## [INSTRUCTIONS TO FOLLOW]
Would you retype every line below without changing anything?

## [SOURCE MATERIAL]
______
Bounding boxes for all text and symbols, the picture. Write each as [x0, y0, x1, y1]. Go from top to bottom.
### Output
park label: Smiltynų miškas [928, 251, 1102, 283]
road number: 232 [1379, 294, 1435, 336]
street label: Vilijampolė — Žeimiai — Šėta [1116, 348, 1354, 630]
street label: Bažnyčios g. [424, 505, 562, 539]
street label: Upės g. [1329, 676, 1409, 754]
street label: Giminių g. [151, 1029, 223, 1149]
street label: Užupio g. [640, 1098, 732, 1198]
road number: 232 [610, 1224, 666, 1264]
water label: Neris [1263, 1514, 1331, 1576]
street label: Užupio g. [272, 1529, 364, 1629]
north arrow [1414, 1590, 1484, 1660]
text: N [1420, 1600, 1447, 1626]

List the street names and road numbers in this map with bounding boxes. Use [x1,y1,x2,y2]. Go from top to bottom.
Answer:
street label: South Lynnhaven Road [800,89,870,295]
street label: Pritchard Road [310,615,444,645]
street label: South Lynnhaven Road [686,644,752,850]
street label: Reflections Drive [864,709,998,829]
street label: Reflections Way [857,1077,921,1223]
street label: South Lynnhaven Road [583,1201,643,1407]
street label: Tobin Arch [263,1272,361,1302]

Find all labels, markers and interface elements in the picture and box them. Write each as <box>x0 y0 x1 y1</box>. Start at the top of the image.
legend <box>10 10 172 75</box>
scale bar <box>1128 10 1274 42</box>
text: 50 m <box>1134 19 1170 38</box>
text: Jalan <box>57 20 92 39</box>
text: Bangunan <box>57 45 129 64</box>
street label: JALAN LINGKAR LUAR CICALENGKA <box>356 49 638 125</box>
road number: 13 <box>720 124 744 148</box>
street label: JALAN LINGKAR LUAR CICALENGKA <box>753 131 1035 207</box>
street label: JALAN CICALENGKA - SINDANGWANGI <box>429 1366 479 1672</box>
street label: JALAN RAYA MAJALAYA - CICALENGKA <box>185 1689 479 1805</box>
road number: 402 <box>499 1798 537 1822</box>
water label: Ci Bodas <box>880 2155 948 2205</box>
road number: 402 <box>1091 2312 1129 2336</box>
______
## [PROBLEM SOLUTION]
Bounding boxes for all text and symbols, the picture. Write each as [x0, y0, x1, y1]. Go from top to bottom.
### Output
park label: Smiltynų miškas [928, 251, 1102, 283]
road number: 232 [1379, 294, 1435, 336]
street label: Vilijampolė — Žeimiai — Šėta [1116, 348, 1354, 630]
street label: Bažnyčios g. [424, 505, 562, 539]
street label: Upės g. [1329, 676, 1409, 754]
street label: Giminių g. [151, 1029, 223, 1149]
street label: Užupio g. [640, 1098, 732, 1198]
road number: 232 [610, 1224, 666, 1264]
water label: Neris [1263, 1514, 1331, 1576]
street label: Užupio g. [272, 1529, 364, 1629]
north arrow [1414, 1590, 1484, 1660]
text: N [1420, 1600, 1447, 1626]

List the street names and road numbers in this map with bounding boxes. Use [x1,y1,x2,y2]. Go from top to bottom.
Answer:
street label: South Lynnhaven Road [800,89,870,295]
street label: Pritchard Road [310,615,444,645]
street label: South Lynnhaven Road [686,644,752,850]
street label: Reflections Drive [864,709,998,829]
street label: Reflections Way [857,1077,921,1223]
street label: South Lynnhaven Road [583,1201,643,1407]
street label: Tobin Arch [263,1272,361,1302]

Find all labels, markers and interface elements in the picture and box them. Write each as <box>x0 y0 x1 y1</box>. Start at the top of the image.
legend <box>10 10 172 75</box>
scale bar <box>1128 10 1274 42</box>
text: 50 m <box>1134 19 1170 38</box>
text: Jalan <box>57 20 92 39</box>
text: Bangunan <box>57 45 129 64</box>
street label: JALAN LINGKAR LUAR CICALENGKA <box>356 49 638 125</box>
road number: 13 <box>720 124 744 148</box>
street label: JALAN LINGKAR LUAR CICALENGKA <box>753 131 1035 207</box>
street label: JALAN CICALENGKA - SINDANGWANGI <box>429 1366 479 1672</box>
street label: JALAN RAYA MAJALAYA - CICALENGKA <box>185 1689 479 1805</box>
road number: 402 <box>499 1798 537 1822</box>
water label: Ci Bodas <box>880 2155 948 2205</box>
road number: 402 <box>1091 2312 1129 2336</box>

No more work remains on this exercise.